Come una piccola tartaruga di mare. Lettera a mia madre, nell’Aldilà

L’anno nuovo come opportunità di fare di una morte una rinascita

di Laura Marinoni

Ti ho sognata. Eri una piccola tartaruga di mare sulla battigia, muovevi le zampette nell’acqua. Tu che amavi tanto il mare. E poi diventavi grande e ti trasformavi in un piccolo drago, poi in un altro animale preistorico e poi… Mi sono svegliata. Sapevo che eri sempre tu. E dentro di me saliva un senso di pace infinita. Così la tartaruga è entrata nella mia vita dall’aldilà.
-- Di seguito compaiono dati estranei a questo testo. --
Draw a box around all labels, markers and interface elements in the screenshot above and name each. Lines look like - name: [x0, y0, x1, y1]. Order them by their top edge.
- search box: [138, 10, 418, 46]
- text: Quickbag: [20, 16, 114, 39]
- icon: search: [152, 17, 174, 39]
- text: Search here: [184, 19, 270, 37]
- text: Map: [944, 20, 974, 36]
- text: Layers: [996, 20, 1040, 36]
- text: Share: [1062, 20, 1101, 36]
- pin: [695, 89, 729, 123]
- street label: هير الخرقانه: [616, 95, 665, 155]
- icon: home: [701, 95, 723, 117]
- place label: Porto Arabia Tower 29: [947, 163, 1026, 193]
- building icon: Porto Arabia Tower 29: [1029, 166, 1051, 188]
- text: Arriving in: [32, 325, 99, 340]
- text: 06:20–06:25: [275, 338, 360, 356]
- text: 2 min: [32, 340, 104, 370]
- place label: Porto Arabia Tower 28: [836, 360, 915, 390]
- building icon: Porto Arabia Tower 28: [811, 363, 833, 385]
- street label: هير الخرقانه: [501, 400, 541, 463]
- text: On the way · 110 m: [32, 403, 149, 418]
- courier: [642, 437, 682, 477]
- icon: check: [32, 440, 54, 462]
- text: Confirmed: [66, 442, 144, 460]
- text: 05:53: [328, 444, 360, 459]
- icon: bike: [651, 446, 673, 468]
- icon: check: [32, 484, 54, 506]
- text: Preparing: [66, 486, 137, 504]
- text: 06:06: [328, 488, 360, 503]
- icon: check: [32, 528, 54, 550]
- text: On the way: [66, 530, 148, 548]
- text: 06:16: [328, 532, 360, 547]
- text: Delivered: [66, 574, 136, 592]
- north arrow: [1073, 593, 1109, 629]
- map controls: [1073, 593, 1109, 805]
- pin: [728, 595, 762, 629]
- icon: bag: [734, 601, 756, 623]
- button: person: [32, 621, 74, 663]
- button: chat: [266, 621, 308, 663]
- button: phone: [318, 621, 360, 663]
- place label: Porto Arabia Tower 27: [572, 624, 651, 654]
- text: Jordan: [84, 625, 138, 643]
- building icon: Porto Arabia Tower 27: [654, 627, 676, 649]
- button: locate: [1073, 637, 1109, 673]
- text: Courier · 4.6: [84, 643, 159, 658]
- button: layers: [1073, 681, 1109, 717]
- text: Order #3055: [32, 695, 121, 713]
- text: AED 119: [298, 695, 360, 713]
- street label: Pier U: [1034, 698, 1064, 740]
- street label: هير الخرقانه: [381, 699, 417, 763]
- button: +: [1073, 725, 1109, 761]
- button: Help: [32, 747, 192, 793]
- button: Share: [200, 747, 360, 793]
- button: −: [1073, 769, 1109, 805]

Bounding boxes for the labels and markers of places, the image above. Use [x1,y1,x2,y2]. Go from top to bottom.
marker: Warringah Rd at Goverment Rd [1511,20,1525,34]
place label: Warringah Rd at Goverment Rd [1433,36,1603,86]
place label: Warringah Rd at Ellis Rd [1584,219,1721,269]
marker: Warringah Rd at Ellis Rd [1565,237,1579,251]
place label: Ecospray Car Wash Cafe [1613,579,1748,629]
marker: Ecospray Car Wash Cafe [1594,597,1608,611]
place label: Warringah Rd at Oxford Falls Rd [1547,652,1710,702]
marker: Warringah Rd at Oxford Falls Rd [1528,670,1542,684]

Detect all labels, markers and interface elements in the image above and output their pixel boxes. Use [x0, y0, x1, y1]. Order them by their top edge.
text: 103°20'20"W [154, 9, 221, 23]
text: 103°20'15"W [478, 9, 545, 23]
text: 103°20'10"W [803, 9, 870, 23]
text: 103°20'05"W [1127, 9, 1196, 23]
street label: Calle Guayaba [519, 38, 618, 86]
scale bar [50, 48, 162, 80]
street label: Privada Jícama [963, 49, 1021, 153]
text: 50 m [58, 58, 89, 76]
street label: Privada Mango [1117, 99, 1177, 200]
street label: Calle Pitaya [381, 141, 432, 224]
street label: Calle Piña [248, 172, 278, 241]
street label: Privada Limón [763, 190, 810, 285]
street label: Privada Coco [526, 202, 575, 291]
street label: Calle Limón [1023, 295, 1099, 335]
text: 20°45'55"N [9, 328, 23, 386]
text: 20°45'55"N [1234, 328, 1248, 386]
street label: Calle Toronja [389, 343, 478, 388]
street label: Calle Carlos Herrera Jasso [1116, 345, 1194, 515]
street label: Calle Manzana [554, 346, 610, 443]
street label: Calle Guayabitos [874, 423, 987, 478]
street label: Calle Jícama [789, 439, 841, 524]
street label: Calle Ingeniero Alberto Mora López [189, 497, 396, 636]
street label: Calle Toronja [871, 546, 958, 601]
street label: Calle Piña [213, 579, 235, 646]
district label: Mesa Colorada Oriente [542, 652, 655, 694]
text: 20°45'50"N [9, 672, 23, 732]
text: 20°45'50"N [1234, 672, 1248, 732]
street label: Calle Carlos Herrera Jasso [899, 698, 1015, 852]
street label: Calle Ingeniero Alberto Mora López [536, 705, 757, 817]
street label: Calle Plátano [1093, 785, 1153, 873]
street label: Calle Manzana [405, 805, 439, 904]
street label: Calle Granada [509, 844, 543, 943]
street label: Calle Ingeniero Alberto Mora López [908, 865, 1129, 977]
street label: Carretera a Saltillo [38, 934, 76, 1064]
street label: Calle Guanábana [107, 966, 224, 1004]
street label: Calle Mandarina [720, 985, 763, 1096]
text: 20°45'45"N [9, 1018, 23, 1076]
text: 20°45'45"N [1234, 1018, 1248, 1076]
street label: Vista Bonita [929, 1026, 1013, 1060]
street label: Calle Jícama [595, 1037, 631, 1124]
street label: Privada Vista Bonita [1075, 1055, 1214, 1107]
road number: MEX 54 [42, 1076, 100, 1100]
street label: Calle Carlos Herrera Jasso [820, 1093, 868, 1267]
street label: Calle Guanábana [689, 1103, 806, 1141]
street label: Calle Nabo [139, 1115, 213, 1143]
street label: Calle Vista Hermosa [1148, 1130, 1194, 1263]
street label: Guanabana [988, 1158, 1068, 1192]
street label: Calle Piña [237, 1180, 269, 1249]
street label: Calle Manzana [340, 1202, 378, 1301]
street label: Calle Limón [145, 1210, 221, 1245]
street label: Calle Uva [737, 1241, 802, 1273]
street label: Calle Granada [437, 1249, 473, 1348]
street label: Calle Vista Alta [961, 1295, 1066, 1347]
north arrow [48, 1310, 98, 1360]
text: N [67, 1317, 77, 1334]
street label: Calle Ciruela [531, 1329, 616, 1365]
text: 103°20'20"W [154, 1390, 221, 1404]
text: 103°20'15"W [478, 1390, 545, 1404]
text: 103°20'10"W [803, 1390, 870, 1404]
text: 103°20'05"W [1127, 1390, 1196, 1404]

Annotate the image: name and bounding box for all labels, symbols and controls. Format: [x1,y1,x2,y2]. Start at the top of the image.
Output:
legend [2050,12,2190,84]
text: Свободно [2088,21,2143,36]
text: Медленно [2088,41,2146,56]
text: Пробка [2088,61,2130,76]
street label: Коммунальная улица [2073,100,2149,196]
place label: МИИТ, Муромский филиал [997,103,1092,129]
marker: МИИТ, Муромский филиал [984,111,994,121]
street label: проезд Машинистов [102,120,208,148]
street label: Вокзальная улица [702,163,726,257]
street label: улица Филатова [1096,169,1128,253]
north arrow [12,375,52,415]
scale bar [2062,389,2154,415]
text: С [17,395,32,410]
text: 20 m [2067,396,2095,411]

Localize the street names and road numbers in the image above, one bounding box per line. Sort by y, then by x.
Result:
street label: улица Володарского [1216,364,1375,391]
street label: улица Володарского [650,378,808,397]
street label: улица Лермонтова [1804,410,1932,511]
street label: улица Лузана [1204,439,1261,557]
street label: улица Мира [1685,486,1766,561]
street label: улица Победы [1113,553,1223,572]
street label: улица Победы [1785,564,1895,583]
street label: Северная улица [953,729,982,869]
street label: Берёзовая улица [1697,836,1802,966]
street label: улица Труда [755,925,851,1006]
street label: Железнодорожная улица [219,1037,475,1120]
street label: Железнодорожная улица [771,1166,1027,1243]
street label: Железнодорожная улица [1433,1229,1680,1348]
L’aldilà dei sogni, l’unico che a volte ci sembra di ricordare.

Un sogno così breve, potente. Un film di fantascienza.

Sono andata a leggere tutto quello che ho potuto sul significato simbolico della tartaruga e ho scoperto che è il simbolo della Grande Madre e in moltissime culture rappresenta l’immortalità. La tartaruga unisce nella sua forma terra e cielo, invita a rallentare il ritmo, a fluire, a ritornare nel guscio del proprio Sé.

Dunque sei venuta, mamma. Pochi giorni dopo che sei volata via.

Ho iniziato a fare yoga, ora me ne rendo conto, con l’obiettivo di prepararmi al distacco da te. Ma sono cose che non si raccontano a una madre. Forse c’era troppa intimità tra noi per condividere un cammino, per spiegarti il mio bisogno profondo di spiritualità. Forse non ce n’era bisogno.

Mi vedevi partire per Ananda e non capivi perché passassi i miei giorni di vacanza in una comunità spirituale invece di andare a divertirmi altrove con gli amici. Poi mi vedevi tornare e mi dicevi “Questo yoga ti fa bene, sei più bella”. E lo so che eri felice di quel sorriso che per tanti anni non ero riuscita a regalarti. Quel segreto di serenità ti affascinava, ti stupiva.

Lo stupore, forse il più bel dono della pratica. Stupore di poter cambiare, di affinare l’intuizione, la compassione, la costruzione profonda della gioia, di imparare ad amarsi e ad amare senza condizioni. Chi più di te è stato l’esempio di un amore che mi ricordi l’amore di Dio?

No, una mamma non dovrebbe morire. Il mondo si rovescia, il cuore si spacca, il dolore urla. Il senso delle cose si perde senza una madre. E ho provato rabbia, abbandono. Ho visto la morte e la sua falce. Ho sentito il Vuoto.

Ma adesso so che anche questo dolore è sacro. Sacra è la morte come la vita. So che il dolore della tua perdita mi fa affondare nelle mie radici, mi costringe a rinascere. Sento che sei qui in ogni cellula, stai facendo il tuo nido. Ci sei come un Maestro, adesso.

Aldilà. Aldiquà. Sono pronta a sentirti, sono pronta ad agirti.

E a lasciarti andare finalmente, anima stupenda, come estremo atto d’amore. Infinito.